# About this exercise
Print the material below exactly as it stands, please, from its first line to the line holding "position:relative; flex:1; overflow:hidden", with no pictures.

# Records supplied
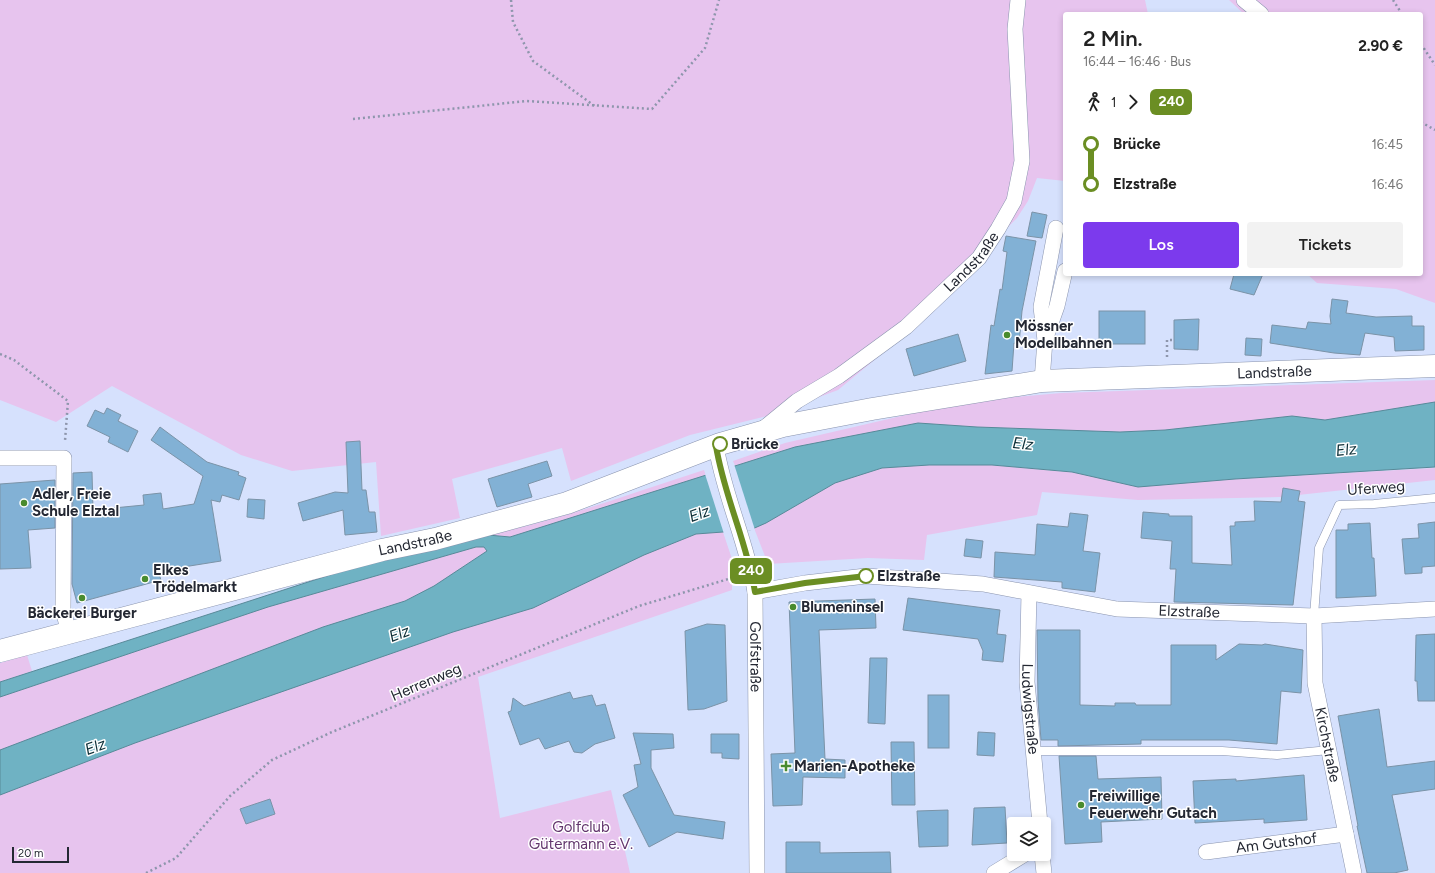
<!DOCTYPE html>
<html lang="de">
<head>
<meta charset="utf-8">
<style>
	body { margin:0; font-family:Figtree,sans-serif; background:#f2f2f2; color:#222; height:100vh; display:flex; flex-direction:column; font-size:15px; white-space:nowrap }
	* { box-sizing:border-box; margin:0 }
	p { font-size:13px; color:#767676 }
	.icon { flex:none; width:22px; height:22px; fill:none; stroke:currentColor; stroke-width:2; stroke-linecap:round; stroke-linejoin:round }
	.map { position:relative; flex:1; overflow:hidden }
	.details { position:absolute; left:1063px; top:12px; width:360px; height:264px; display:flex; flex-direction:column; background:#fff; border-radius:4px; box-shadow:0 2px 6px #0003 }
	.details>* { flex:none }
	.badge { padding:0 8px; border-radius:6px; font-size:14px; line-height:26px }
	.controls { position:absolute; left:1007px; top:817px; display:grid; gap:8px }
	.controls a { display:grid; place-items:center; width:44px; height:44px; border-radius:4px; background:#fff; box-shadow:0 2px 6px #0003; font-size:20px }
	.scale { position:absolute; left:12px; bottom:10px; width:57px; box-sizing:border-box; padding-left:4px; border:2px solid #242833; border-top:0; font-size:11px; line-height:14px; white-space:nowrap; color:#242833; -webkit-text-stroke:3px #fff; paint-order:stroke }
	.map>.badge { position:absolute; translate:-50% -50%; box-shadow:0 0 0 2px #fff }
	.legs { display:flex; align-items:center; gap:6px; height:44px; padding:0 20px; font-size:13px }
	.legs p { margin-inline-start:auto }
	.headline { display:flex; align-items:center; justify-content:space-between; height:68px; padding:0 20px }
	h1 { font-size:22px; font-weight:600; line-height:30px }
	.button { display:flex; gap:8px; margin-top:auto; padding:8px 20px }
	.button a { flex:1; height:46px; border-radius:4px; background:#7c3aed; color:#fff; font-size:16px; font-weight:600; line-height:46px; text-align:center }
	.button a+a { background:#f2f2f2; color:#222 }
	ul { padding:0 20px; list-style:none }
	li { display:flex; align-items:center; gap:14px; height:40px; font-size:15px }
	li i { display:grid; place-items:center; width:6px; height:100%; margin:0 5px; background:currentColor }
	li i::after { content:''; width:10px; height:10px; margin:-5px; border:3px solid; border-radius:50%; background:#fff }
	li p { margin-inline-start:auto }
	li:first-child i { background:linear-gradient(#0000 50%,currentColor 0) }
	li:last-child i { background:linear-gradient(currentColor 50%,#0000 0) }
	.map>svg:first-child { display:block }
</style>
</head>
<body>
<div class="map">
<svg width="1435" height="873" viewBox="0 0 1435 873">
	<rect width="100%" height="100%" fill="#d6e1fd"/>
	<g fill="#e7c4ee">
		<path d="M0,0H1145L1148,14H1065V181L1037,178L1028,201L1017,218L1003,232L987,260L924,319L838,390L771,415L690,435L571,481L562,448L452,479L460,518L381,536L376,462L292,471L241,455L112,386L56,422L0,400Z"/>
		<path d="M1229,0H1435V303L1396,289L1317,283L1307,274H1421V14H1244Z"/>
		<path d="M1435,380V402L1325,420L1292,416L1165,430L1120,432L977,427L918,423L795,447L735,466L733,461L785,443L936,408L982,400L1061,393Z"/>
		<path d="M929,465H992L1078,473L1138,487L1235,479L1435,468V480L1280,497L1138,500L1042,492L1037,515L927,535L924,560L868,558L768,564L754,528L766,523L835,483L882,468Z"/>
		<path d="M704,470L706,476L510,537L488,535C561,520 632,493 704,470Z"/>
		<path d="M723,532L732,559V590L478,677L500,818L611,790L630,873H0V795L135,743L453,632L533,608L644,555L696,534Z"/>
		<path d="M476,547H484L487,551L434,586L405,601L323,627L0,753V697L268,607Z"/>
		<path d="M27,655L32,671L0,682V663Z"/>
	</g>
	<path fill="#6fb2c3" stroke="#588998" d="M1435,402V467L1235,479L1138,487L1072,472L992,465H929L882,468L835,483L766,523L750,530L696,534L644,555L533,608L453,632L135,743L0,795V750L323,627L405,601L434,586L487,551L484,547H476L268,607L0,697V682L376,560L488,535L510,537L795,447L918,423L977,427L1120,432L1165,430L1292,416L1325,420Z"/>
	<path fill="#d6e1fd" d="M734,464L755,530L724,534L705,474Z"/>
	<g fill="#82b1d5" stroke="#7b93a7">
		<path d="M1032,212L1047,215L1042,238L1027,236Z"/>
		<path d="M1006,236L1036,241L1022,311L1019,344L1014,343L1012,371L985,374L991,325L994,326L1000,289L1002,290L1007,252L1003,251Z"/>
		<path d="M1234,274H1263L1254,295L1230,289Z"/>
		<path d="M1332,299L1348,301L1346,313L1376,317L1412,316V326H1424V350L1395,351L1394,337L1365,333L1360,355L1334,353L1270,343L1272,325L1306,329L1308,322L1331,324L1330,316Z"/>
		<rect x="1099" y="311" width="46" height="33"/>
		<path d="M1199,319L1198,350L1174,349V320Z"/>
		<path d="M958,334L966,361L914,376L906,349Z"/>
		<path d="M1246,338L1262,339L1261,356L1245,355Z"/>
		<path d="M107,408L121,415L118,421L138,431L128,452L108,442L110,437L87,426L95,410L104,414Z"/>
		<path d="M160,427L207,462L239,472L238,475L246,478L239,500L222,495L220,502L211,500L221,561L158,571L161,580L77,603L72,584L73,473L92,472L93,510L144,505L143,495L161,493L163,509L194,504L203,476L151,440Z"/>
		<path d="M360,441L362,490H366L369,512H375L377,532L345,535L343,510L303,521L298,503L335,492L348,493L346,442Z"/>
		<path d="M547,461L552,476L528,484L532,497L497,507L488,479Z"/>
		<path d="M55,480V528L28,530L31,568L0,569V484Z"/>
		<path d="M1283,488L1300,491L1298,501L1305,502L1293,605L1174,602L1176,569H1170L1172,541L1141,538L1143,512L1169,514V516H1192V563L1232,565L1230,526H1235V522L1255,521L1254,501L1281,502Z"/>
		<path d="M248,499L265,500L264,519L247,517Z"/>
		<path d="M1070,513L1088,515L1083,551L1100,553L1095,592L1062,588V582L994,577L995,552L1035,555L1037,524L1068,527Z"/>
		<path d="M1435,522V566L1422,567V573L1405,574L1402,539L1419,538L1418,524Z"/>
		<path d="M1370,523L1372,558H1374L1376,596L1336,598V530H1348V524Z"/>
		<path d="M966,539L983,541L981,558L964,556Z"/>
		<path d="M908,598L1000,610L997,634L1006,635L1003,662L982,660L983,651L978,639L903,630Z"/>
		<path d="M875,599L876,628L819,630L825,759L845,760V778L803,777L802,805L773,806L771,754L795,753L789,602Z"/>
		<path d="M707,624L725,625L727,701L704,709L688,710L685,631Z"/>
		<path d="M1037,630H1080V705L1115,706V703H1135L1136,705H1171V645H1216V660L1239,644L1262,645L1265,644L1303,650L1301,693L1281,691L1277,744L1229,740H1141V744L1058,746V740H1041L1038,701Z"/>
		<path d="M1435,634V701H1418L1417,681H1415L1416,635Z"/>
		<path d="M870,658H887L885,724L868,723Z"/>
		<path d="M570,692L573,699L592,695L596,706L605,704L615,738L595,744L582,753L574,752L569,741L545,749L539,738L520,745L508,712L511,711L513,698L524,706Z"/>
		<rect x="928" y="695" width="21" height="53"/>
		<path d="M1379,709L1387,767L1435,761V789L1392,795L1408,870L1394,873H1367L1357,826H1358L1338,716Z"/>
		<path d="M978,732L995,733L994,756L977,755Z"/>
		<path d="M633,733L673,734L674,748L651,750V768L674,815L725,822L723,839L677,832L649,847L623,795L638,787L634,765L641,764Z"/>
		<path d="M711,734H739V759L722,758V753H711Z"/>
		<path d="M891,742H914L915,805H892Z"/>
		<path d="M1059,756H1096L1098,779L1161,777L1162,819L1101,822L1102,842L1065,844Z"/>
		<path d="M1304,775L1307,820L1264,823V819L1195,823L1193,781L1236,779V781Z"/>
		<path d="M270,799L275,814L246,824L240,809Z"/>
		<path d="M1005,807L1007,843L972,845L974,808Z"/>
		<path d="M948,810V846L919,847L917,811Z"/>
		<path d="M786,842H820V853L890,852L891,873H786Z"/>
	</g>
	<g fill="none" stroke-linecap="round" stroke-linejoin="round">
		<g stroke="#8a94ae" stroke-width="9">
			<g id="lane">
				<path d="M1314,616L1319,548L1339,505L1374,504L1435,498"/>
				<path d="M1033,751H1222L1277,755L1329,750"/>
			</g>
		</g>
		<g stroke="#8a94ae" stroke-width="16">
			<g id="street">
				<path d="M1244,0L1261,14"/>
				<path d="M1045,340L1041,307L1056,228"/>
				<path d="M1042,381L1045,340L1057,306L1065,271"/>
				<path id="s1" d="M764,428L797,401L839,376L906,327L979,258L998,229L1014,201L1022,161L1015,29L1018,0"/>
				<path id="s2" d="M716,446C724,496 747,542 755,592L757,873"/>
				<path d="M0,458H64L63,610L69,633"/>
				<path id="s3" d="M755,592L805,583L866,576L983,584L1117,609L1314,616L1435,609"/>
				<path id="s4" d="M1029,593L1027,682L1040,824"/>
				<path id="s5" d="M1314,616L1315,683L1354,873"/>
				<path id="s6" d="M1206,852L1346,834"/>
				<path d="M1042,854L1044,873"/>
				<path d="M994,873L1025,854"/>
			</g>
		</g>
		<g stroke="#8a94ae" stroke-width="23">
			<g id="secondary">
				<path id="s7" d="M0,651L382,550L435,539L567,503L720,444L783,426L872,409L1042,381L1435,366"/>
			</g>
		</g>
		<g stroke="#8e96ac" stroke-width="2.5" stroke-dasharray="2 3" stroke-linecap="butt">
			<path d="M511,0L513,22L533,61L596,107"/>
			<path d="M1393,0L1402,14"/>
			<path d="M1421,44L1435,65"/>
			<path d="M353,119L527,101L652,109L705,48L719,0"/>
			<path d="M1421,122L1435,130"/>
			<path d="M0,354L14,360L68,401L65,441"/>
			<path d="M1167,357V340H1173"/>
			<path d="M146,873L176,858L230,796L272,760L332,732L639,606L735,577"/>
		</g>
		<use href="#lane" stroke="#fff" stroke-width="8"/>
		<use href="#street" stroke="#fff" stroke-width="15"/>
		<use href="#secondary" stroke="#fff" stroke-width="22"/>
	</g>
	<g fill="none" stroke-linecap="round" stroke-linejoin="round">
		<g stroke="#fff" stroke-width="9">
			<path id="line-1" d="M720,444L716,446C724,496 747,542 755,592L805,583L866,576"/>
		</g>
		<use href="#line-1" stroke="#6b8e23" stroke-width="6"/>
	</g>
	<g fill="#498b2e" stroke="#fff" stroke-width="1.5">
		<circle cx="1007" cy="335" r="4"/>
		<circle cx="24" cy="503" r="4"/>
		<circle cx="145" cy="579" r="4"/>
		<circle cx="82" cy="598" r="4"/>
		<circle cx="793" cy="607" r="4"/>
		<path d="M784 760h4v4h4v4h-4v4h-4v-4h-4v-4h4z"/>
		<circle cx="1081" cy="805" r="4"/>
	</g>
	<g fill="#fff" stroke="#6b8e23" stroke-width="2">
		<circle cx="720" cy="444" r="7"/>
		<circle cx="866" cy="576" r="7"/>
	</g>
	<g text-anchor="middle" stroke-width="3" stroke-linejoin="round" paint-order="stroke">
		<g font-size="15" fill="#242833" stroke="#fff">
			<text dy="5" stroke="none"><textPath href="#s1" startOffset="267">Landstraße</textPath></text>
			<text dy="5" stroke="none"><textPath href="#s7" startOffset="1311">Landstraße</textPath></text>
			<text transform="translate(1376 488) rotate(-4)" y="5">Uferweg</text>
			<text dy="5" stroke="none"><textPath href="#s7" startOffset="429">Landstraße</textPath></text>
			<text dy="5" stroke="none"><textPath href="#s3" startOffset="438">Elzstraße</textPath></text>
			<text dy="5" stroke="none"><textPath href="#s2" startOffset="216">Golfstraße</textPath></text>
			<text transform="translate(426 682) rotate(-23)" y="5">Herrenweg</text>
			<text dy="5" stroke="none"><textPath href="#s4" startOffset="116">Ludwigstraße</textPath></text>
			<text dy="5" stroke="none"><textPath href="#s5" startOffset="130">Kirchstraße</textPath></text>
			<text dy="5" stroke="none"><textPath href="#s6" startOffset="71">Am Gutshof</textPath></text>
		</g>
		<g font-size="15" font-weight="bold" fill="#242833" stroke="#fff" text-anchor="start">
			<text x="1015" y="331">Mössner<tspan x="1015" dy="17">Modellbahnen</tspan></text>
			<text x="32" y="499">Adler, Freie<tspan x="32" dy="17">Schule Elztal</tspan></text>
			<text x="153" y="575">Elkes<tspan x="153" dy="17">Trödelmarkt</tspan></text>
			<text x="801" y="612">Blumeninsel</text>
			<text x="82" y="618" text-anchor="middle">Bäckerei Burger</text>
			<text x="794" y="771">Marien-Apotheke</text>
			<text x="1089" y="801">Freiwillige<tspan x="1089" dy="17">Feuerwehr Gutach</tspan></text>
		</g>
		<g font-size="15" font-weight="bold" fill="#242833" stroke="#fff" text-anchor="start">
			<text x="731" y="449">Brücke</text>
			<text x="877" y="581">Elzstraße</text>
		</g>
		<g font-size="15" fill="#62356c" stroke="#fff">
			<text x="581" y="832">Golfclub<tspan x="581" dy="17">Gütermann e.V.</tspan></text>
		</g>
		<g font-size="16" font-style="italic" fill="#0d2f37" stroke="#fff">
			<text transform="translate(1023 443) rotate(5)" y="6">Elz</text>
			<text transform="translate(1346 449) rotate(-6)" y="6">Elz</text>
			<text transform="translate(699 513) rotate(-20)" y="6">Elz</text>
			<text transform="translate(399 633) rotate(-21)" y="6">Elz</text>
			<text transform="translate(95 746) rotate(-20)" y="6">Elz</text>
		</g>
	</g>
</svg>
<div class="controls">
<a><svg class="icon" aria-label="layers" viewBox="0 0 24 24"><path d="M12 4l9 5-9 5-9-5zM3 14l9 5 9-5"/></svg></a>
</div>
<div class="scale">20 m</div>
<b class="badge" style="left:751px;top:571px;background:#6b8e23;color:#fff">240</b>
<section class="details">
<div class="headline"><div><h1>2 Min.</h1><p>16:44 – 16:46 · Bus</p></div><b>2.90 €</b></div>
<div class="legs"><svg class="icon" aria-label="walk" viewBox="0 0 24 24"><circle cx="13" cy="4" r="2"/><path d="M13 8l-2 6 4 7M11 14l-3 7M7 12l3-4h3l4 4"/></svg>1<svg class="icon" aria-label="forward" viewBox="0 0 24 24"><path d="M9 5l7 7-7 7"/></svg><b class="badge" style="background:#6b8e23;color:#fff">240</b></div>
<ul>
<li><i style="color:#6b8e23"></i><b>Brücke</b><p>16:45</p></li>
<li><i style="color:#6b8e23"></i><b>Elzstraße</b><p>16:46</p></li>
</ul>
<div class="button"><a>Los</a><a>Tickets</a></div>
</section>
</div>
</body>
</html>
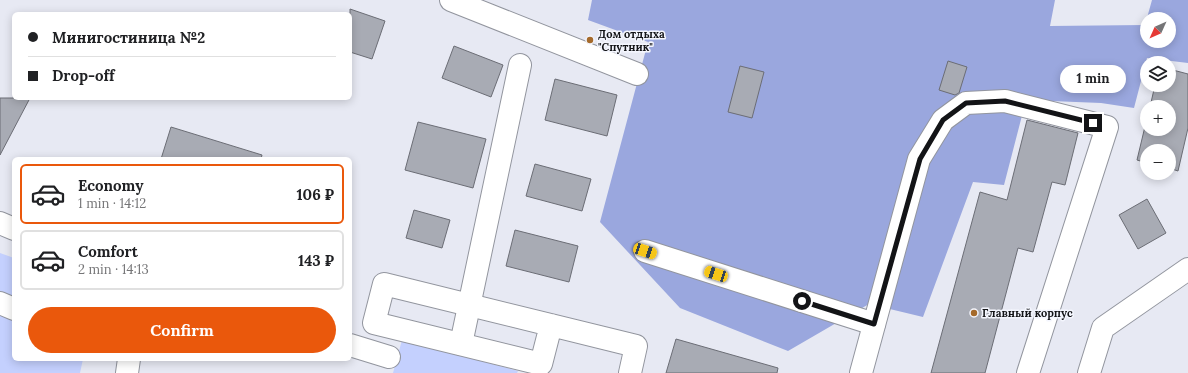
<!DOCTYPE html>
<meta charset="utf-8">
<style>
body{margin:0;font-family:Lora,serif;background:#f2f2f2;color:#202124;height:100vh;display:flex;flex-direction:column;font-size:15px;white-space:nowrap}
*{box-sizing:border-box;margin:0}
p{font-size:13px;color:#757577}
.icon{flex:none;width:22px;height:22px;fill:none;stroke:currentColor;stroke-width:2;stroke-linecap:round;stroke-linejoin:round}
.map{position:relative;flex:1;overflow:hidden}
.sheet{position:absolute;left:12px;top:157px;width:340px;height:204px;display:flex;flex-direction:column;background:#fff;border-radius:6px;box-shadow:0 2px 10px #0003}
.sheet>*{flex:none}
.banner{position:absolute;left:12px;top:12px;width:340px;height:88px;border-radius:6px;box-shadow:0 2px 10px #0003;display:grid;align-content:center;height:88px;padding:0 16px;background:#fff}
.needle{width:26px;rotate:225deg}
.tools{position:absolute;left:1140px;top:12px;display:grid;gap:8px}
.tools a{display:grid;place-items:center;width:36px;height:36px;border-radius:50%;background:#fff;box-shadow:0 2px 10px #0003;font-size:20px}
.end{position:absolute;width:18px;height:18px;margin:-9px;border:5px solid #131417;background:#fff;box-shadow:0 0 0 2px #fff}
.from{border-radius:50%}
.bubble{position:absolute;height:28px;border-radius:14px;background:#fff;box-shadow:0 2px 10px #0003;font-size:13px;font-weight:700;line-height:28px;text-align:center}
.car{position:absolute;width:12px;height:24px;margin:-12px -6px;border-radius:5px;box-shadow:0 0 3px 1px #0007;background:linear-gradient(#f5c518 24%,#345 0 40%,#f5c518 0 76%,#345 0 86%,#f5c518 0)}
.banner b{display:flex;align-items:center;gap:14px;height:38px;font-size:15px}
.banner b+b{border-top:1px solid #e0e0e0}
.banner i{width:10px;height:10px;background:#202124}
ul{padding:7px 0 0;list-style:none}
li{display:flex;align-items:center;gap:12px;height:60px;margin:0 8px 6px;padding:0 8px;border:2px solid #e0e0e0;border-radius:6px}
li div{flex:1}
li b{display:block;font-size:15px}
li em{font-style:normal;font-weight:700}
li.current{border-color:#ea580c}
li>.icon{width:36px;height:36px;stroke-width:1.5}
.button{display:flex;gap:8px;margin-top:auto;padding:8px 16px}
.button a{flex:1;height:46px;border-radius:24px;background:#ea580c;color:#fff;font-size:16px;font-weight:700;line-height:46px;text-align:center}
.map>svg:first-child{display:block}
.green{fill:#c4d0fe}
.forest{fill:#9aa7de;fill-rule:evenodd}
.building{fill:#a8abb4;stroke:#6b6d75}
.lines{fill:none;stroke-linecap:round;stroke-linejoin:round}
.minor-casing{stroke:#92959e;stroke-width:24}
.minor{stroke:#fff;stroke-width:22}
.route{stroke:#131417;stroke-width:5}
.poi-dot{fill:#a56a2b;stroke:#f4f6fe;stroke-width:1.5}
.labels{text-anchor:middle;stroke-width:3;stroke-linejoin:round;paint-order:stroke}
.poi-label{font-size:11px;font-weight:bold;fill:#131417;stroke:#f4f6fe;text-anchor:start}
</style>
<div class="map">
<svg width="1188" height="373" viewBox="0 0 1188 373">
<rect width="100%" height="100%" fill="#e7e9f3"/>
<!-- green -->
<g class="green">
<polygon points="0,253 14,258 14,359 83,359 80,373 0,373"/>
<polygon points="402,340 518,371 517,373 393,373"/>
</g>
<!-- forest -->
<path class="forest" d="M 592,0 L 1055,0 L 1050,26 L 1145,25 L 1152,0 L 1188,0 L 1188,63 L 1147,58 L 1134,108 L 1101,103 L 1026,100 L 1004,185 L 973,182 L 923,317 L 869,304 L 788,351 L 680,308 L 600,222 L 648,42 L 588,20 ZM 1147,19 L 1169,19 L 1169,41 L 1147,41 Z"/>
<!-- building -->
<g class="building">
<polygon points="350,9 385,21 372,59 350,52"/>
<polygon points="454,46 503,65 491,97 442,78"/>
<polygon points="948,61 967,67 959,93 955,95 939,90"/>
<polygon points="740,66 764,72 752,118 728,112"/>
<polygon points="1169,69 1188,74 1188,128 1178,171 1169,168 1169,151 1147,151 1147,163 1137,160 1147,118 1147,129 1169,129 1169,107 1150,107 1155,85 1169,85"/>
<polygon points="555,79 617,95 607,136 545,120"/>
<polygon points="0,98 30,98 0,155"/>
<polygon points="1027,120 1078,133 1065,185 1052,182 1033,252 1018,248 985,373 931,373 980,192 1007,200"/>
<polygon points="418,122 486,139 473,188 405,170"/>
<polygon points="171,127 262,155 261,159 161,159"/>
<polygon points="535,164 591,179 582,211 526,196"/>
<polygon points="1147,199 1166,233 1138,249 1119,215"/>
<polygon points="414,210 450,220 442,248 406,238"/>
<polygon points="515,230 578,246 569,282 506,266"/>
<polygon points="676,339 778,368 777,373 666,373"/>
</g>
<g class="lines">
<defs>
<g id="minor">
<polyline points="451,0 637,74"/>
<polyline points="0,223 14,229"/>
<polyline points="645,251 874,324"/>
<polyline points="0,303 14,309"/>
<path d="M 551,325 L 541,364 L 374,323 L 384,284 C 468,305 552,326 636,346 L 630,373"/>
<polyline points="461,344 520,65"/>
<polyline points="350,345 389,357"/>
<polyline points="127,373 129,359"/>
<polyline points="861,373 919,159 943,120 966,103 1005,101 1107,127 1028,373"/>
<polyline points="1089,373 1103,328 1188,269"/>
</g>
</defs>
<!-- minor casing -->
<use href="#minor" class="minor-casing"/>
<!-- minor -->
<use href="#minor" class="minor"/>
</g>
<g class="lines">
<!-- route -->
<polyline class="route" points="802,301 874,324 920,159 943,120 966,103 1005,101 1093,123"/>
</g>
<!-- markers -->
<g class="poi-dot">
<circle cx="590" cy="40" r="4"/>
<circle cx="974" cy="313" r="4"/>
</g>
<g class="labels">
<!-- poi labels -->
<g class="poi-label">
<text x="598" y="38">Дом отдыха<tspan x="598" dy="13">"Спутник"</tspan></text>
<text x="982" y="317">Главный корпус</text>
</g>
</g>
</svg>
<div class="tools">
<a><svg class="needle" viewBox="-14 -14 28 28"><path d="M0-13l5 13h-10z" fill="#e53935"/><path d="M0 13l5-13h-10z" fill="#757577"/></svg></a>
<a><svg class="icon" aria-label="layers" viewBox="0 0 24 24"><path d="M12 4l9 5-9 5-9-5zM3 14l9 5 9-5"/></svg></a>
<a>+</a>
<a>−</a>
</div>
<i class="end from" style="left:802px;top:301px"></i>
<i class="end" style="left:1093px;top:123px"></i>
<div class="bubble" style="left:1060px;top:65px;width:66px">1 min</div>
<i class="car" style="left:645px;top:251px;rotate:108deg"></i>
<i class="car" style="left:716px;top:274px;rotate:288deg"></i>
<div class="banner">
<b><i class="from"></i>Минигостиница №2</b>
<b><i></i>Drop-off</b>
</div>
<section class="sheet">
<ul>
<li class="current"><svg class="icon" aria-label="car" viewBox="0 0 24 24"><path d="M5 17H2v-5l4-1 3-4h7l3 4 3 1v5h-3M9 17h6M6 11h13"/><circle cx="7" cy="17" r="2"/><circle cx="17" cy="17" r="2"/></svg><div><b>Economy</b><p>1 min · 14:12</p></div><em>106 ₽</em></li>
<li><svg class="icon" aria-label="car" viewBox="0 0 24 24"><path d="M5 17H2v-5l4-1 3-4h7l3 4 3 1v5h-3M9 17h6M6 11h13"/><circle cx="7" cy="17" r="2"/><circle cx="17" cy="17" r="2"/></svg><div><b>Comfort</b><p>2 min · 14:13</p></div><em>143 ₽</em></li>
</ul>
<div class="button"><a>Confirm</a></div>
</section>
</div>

# Finished exercise
<!DOCTYPE html>
<html lang="de">
<head>
<meta charset="utf-8">
<style>
	body { margin:0; font-family:Figtree,sans-serif; background:#f2f2f2; color:#222; height:100vh; display:flex; flex-direction:column; font-size:15px; white-space:nowrap }
	* { box-sizing:border-box; margin:0 }
	p { font-size:13px; color:#767676 }
	.icon { flex:none; width:22px; height:22px; fill:none; stroke:currentColor; stroke-width:2; stroke-linecap:round; stroke-linejoin:round }
	.map { position:relative; flex:1; overflow:hidden }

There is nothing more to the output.